**EXERCISE BRIEF**
All the data below goes into the copy word for word, but the pictures don't.

Saved data entries:
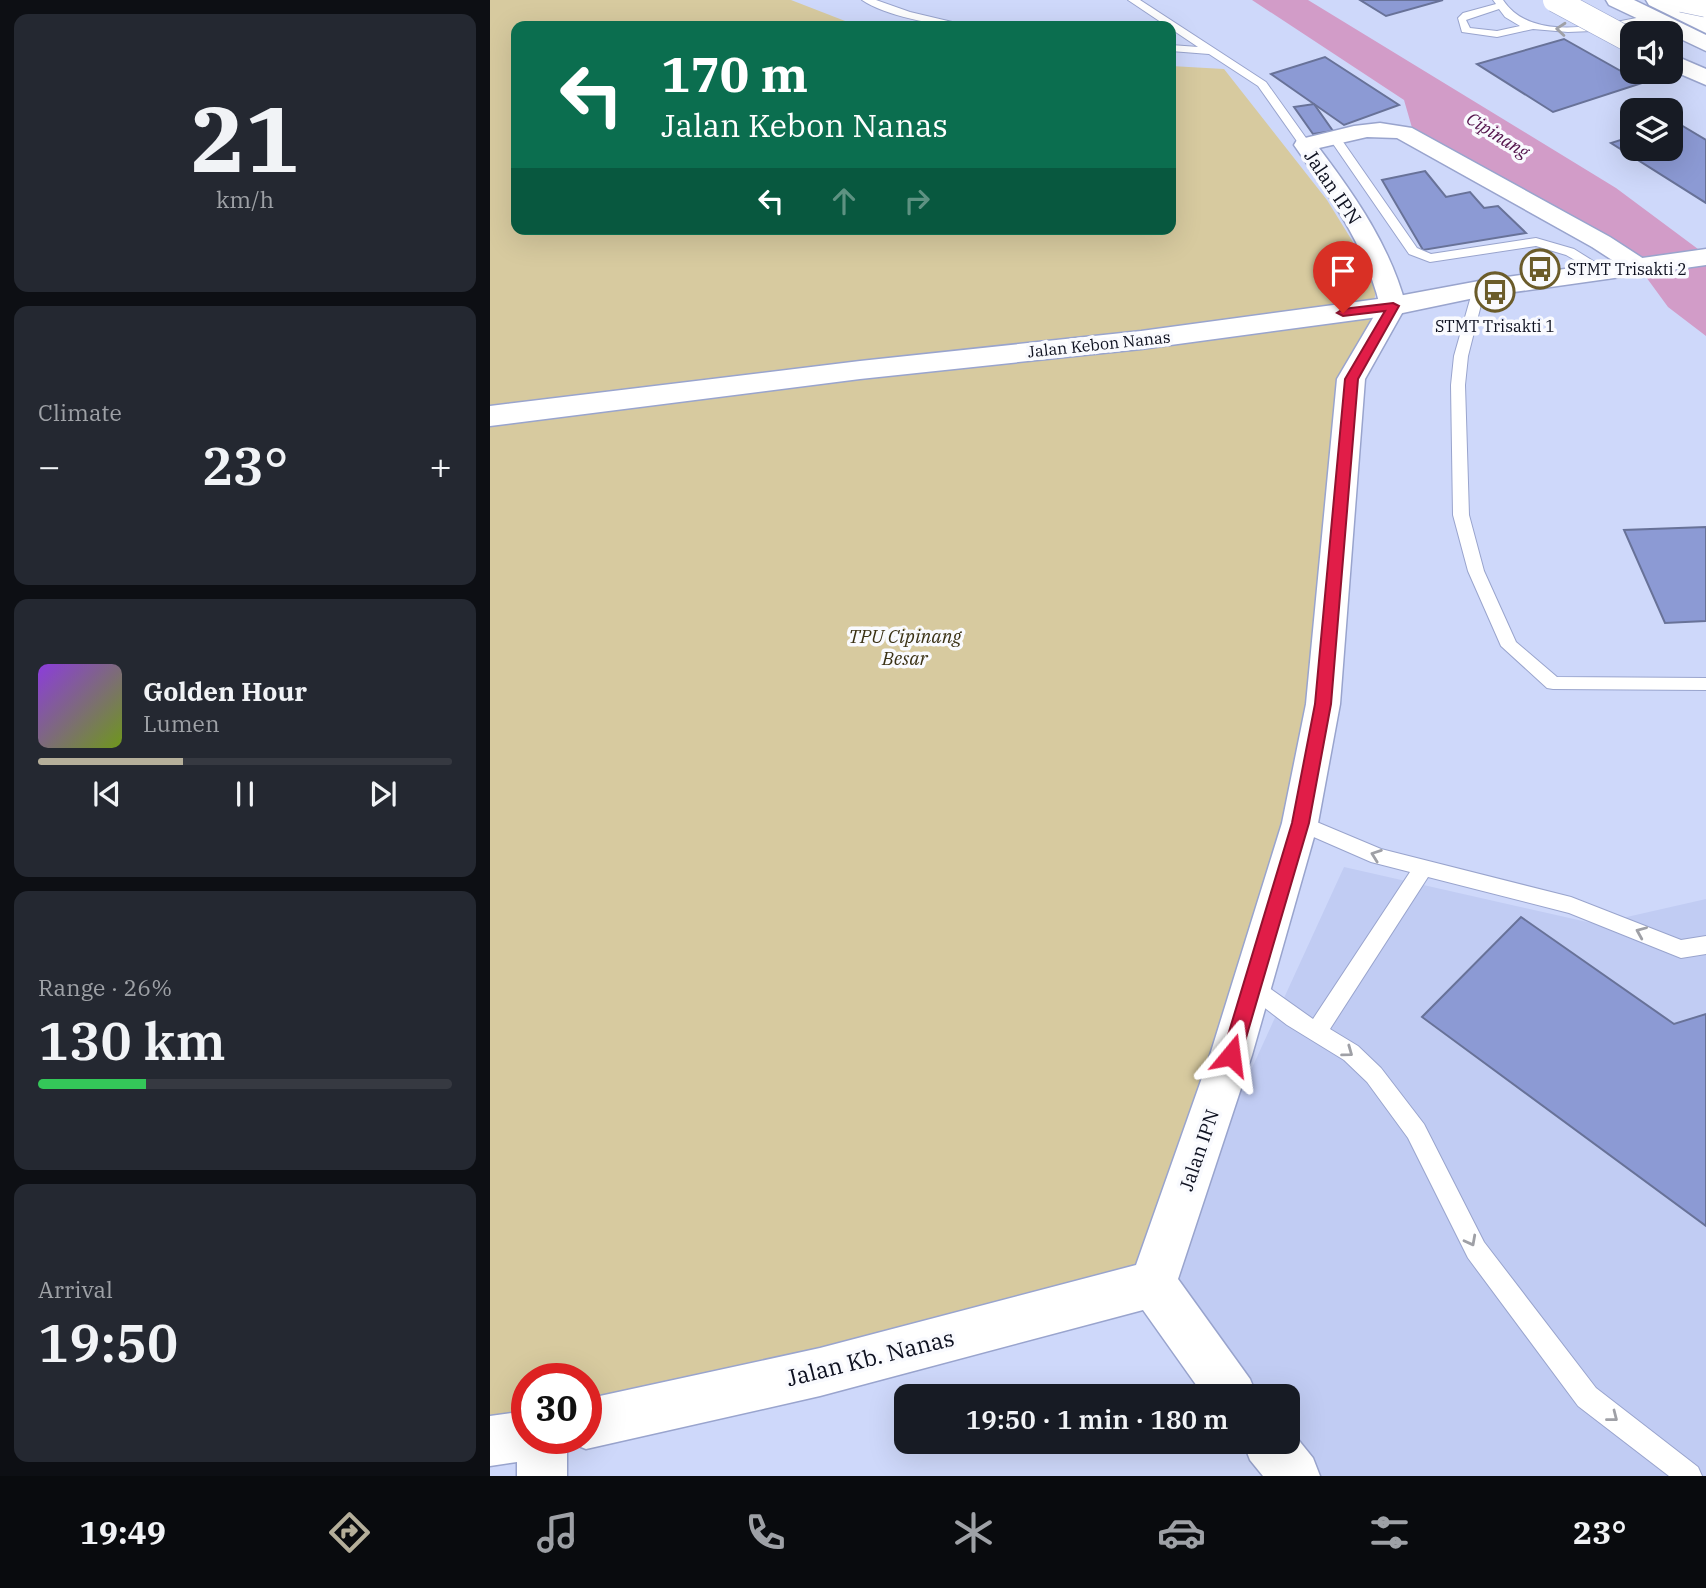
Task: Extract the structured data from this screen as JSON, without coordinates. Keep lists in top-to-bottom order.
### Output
{
  "streets": {
    "main road": ["Jalan Kebon Nanas"],
    "street": ["Jalan IPN", "Jalan Kb. Nanas"]
  },
  "crossings": [
    ["Jalan IPN", "Jalan Kebon Nanas"],
    ["Jalan IPN", "Jalan Kb. Nanas"]
  ],
  "water": ["Cipinang"],
  "parks": ["TPU Cipinang Besar"],
  "places": {
    "bus stop": ["STMT Trisakti 2", "STMT Trisakti 1"]
  },
  "page": {
    "tile": [
      ["21", "km/h"],
      "Climate",
      ["Range · 26%", "130 km"],
      ["Arrival", "19:50"]
    ],
    "turn": ["170 m", "Jalan Kebon Nanas"],
    "heat": ["−", "23°", "+"],
    "song": ["Golden Hour", "Lumen"],
    "limit": "30",
    "trip": "19:50 · 1 min · 180 m",
    "tabs": ["19:49", "23°"]
  }
}
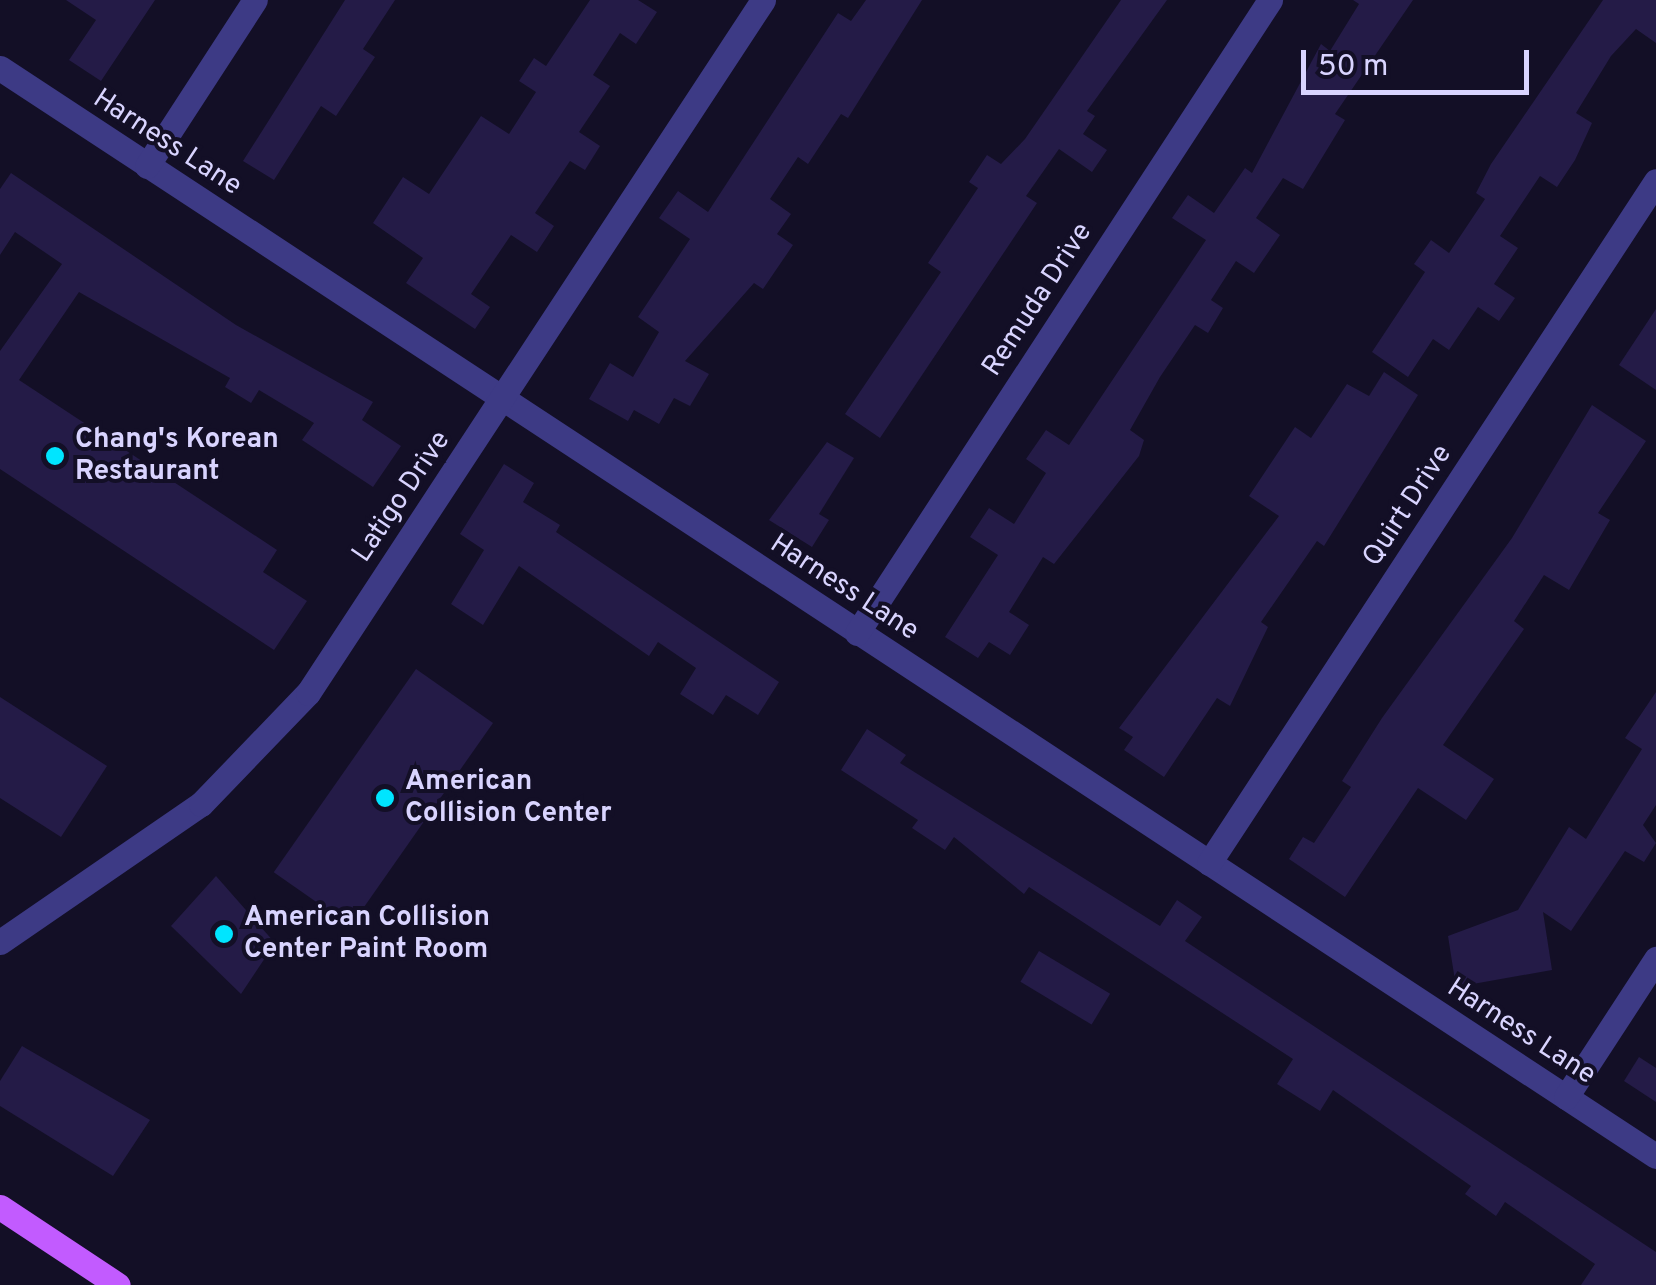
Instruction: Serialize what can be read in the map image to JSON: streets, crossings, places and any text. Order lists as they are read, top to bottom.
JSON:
{
  "streets": {
    "street": [
      "Harness Lane",
      "Remuda Drive",
      "Latigo Drive",
      "Quirt Drive"
    ]
  },
  "crossings": [
    ["Harness Lane", "Remuda Drive"],
    ["Harness Lane", "Latigo Drive"],
    ["Harness Lane", "Quirt Drive"]
  ],
  "places": ["Chang's Korean Restaurant", "American Collision Center", "American Collision Center Paint Room"],
  "scale_bar": "50 m"
}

**EXPECTED ANSWER**
Task: Extract the structured data from this screen as JSON, without coordinates. Keep lists in top-to-bottom order.
### Output
{
  "streets": {
    "main road": ["Jalan Kebon Nanas"],
    "street": ["Jalan IPN", "Jalan Kb. Nanas"]
  },
  "crossings": [
    ["Jalan IPN", "Jalan Kebon Nanas"],
    ["Jalan IPN", "Jalan Kb. Nanas"]
  ],
  "water": ["Cipinang"],
  "parks": ["TPU Cipinang Besar"],
  "places": {
    "bus stop": ["STMT Trisakti 2", "STMT Trisakti 1"]
  },
  "page": {
    "tile": [
      ["21", "km/h"],
      "Climate",
      ["Range · 26%", "130 km"],
      ["Arrival", "19:50"]
    ],
    "turn": ["170 m", "Jalan Kebon Nanas"],
    "heat": ["−", "23°", "+"],
    "song": ["Golden Hour", "Lumen"],
    "limit": "30",
    "trip": "19:50 · 1 min · 180 m",
    "tabs": ["19:49", "23°"]
  }
}
Instruction: Serialize what can be read in the map image to JSON: streets, crossings, places and any text. Order lists as they are read, top to bottom.
JSON:
{
  "streets": {
    "street": [
      "Harness Lane",
      "Remuda Drive",
      "Latigo Drive",
      "Quirt Drive"
    ]
  },
  "crossings": [
    ["Harness Lane", "Remuda Drive"],
    ["Harness Lane", "Latigo Drive"],
    ["Harness Lane", "Quirt Drive"]
  ],
  "places": ["Chang's Korean Restaurant", "American Collision Center", "American Collision Center Paint Room"],
  "scale_bar": "50 m"
}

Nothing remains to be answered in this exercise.